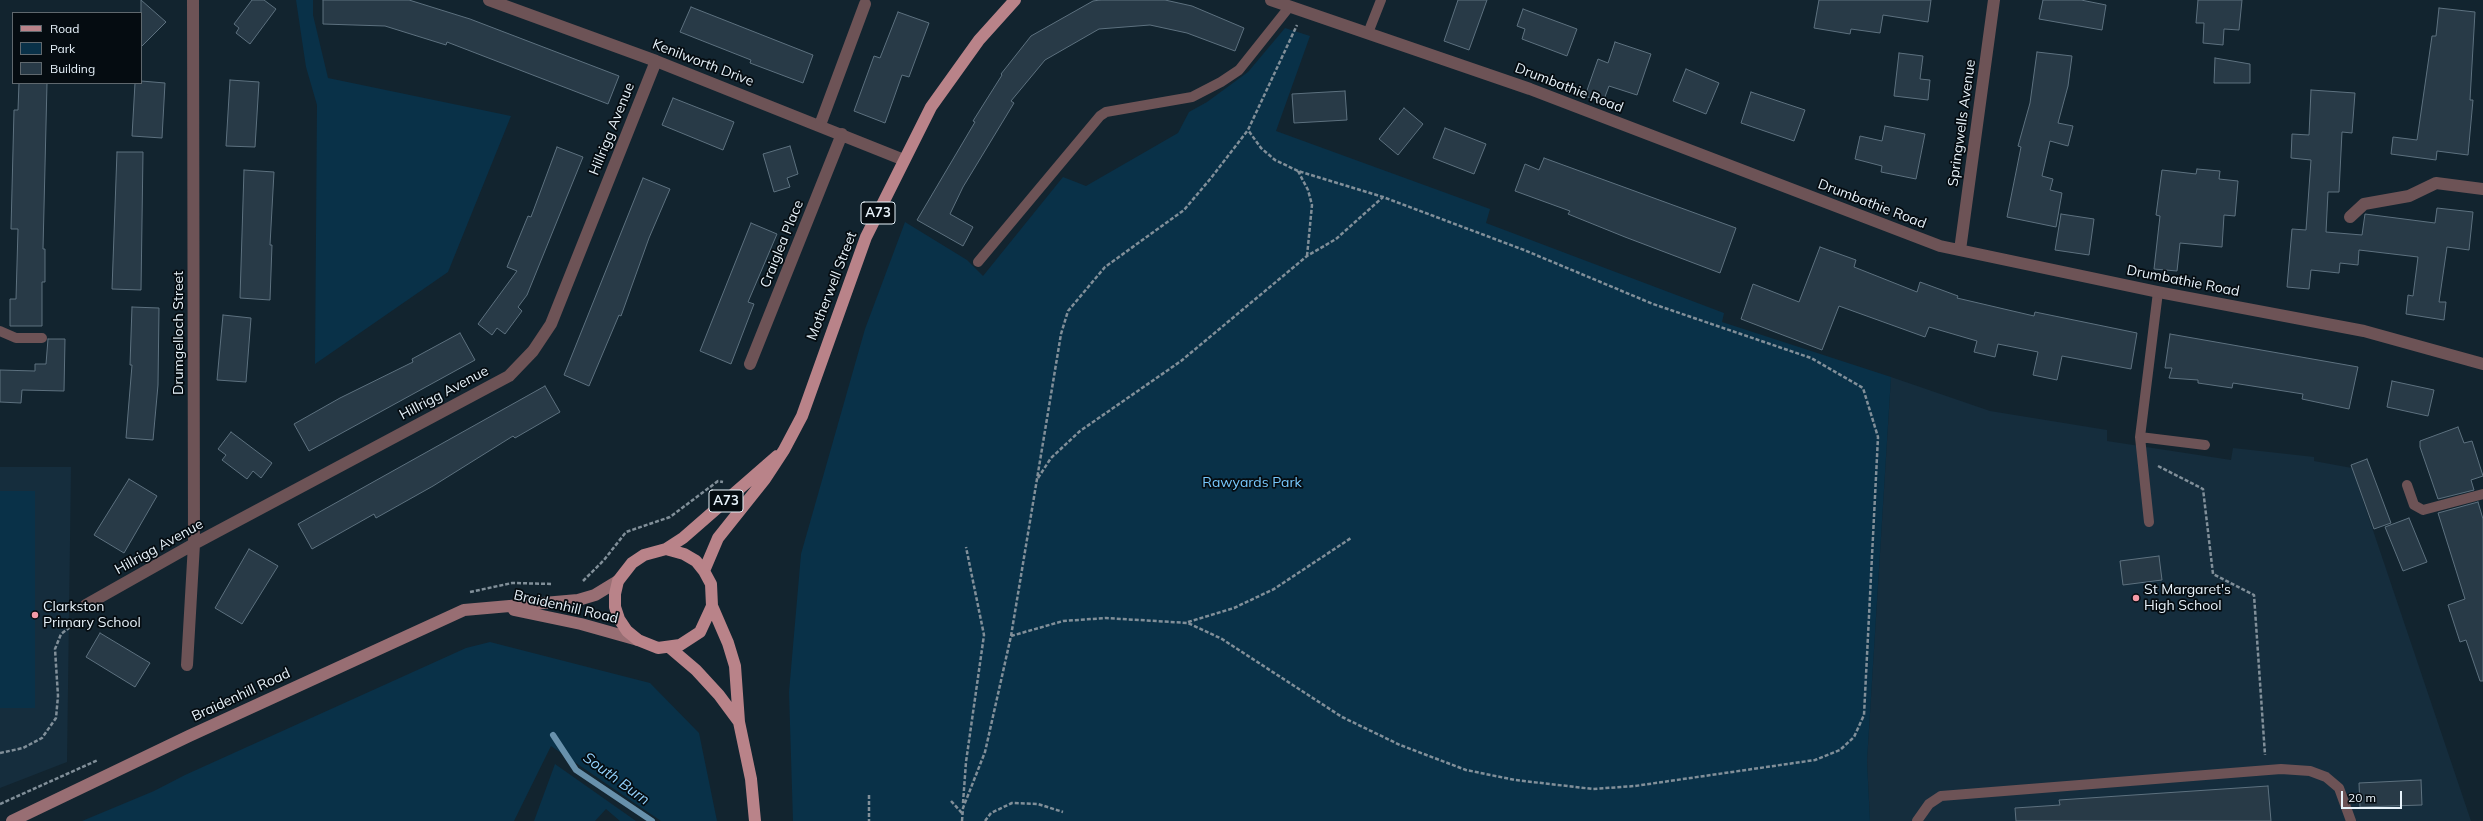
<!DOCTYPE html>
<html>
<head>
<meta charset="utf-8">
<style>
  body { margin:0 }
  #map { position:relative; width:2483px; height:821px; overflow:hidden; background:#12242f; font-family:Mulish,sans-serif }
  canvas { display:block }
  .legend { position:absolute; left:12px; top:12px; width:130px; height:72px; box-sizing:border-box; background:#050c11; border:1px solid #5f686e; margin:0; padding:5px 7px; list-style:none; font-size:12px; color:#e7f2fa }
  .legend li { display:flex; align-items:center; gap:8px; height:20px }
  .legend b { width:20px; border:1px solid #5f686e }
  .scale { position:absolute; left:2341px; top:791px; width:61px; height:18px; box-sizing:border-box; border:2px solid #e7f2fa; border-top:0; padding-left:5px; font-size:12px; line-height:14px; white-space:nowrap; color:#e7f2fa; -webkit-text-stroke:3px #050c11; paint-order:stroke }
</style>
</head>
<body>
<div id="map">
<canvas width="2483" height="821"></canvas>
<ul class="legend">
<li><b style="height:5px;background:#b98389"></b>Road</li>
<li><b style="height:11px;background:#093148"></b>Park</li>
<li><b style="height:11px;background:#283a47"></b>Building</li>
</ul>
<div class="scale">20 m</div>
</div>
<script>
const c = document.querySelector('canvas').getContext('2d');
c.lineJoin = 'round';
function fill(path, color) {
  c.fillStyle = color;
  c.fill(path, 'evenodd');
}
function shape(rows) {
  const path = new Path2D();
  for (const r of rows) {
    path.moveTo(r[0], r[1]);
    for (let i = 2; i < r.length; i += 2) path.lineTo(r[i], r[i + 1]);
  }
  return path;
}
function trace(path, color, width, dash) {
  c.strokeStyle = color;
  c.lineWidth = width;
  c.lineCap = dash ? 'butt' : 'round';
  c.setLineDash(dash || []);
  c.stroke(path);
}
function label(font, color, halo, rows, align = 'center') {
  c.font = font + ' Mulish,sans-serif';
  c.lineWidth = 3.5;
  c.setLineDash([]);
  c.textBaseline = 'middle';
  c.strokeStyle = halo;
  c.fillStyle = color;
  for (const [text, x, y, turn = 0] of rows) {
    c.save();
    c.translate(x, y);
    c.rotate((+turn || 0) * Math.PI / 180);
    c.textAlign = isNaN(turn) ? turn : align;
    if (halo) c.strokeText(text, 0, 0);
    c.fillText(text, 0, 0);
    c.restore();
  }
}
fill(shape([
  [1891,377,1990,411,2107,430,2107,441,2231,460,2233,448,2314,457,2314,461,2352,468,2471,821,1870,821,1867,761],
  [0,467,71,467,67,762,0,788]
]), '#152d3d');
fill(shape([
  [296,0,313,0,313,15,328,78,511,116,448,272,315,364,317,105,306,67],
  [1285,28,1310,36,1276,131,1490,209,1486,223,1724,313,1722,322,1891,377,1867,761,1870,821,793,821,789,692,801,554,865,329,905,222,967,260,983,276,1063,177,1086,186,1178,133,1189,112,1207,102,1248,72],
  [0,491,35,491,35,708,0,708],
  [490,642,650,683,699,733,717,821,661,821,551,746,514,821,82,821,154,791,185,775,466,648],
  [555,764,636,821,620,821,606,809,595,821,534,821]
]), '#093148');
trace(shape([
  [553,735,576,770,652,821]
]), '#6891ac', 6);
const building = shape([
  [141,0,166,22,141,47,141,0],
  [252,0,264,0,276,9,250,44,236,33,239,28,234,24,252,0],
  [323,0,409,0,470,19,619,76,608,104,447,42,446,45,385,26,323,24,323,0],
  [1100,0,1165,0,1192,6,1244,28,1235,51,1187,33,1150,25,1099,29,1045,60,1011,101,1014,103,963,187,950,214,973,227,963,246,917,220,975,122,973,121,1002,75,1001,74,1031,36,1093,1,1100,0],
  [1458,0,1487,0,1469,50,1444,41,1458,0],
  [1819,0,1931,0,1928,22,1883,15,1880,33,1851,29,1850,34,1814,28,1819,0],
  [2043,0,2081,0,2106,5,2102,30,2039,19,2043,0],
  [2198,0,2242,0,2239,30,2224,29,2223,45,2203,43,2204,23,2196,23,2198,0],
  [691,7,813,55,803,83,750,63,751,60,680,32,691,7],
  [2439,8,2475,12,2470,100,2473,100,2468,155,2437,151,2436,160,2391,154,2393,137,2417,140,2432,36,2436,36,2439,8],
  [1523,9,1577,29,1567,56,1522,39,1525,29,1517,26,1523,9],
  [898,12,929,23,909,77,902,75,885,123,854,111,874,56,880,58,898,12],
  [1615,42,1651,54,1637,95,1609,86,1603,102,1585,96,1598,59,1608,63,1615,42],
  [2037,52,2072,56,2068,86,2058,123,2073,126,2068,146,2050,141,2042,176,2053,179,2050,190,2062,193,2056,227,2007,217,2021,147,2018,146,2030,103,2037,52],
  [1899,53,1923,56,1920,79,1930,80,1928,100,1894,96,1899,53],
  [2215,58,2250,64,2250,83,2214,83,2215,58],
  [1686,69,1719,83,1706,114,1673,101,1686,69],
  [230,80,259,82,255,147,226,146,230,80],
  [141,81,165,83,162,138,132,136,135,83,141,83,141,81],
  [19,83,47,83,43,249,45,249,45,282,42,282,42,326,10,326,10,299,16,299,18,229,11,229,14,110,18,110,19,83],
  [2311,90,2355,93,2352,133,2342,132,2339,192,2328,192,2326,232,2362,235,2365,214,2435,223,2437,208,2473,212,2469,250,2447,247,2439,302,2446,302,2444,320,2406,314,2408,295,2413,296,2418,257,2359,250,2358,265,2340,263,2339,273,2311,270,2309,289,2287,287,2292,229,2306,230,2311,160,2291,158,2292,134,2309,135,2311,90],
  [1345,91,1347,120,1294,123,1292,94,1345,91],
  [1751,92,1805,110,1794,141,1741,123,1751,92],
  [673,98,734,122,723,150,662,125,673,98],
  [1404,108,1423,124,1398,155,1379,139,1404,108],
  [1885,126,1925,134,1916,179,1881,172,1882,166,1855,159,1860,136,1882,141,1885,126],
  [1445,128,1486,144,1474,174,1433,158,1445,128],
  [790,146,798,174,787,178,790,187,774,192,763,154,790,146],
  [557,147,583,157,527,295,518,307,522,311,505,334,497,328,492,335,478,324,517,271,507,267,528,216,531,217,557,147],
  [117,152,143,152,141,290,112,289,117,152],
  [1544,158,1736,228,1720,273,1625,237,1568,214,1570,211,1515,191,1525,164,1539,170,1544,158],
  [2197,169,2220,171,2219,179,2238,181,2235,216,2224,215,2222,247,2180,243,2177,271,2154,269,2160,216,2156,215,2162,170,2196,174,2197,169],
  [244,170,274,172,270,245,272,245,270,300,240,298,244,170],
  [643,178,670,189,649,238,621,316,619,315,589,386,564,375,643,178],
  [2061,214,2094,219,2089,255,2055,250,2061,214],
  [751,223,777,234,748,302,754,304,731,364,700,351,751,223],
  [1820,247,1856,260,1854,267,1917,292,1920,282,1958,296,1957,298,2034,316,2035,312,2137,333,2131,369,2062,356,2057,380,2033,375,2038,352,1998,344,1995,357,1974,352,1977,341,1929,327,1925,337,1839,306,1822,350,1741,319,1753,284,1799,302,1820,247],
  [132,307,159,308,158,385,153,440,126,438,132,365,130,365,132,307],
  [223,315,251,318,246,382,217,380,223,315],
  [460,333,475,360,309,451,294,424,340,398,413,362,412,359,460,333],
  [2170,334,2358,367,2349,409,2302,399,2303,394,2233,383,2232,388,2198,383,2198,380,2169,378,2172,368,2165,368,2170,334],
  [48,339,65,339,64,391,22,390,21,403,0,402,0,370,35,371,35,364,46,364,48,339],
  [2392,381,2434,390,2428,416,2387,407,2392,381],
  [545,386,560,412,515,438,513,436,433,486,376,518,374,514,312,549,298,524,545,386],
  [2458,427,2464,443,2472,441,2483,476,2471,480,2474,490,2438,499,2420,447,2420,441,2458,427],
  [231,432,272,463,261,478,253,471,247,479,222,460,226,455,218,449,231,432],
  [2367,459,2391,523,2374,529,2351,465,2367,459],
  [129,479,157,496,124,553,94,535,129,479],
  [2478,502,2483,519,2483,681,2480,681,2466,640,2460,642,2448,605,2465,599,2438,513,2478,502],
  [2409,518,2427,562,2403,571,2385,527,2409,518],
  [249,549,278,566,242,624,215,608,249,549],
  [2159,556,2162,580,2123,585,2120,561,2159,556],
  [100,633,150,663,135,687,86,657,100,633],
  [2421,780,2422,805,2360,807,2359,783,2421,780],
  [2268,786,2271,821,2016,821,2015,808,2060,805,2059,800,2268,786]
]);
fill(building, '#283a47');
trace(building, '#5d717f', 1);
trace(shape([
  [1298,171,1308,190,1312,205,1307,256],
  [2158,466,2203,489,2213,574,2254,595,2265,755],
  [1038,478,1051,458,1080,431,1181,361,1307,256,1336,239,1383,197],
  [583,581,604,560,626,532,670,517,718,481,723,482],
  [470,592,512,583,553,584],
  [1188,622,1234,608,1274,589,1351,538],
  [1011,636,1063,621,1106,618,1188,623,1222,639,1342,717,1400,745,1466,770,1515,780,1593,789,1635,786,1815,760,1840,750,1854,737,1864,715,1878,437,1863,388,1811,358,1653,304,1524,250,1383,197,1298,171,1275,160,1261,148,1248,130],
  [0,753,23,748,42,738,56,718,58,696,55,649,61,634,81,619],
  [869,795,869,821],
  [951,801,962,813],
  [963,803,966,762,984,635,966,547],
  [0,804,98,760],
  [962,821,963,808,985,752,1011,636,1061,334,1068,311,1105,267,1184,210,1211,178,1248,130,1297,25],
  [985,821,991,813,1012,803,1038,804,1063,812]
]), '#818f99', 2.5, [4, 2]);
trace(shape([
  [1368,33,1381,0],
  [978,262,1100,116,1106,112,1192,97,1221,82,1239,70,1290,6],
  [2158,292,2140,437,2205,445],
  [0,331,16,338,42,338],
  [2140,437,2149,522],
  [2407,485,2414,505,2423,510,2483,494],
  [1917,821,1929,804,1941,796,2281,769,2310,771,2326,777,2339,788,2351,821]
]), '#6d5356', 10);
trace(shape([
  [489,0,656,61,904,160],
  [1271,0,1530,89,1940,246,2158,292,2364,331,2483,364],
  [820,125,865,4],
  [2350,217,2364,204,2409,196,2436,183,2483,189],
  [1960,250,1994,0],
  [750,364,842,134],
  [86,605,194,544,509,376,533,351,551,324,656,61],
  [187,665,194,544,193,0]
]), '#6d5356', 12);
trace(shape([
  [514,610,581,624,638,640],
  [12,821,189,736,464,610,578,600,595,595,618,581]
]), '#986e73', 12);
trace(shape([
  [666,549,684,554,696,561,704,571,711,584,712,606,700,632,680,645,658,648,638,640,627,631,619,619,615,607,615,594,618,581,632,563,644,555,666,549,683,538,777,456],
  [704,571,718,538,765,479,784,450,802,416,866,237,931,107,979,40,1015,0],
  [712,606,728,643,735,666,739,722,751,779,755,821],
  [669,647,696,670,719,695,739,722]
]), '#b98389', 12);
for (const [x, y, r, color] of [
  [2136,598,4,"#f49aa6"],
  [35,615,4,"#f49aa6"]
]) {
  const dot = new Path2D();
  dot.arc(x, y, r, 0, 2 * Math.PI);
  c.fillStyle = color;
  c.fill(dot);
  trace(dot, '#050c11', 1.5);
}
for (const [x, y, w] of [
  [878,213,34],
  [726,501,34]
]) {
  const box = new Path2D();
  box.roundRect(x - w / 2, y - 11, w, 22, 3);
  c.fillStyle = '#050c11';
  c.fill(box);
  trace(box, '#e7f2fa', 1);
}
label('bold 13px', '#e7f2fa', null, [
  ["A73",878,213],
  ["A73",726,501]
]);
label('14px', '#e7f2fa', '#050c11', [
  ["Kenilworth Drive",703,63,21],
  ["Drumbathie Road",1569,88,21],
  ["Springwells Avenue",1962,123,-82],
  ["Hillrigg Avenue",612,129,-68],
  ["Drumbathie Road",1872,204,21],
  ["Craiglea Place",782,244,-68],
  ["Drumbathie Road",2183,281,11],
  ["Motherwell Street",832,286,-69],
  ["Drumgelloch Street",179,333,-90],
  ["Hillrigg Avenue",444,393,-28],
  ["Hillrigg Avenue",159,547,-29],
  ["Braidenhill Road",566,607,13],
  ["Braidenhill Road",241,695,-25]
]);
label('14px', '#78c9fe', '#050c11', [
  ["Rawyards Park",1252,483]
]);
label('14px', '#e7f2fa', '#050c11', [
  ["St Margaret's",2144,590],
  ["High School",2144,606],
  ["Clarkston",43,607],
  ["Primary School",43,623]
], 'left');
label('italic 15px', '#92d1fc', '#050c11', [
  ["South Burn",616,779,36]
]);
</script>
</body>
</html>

[AIM OF THE TASK]: From the entries above, return each line with the word "size" in it.

[ANSWER TO THIS EXERCISE]:
  .legend { position:absolute; left:12px; top:12px; width:130px; height:72px; box-sizing:border-box; background:#050c11; border:1px solid #5f686e; margin:0; padding:5px 7px; list-style:none; font-size:12px; color:#e7f2fa }
  .scale { position:absolute; left:2341px; top:791px; width:61px; height:18px; box-sizing:border-box; border:2px solid #e7f2fa; border-top:0; padding-left:5px; font-size:12px; line-height:14px; white-space:nowrap; color:#e7f2fa; -webkit-text-stroke:3px #050c11; paint-order:stroke }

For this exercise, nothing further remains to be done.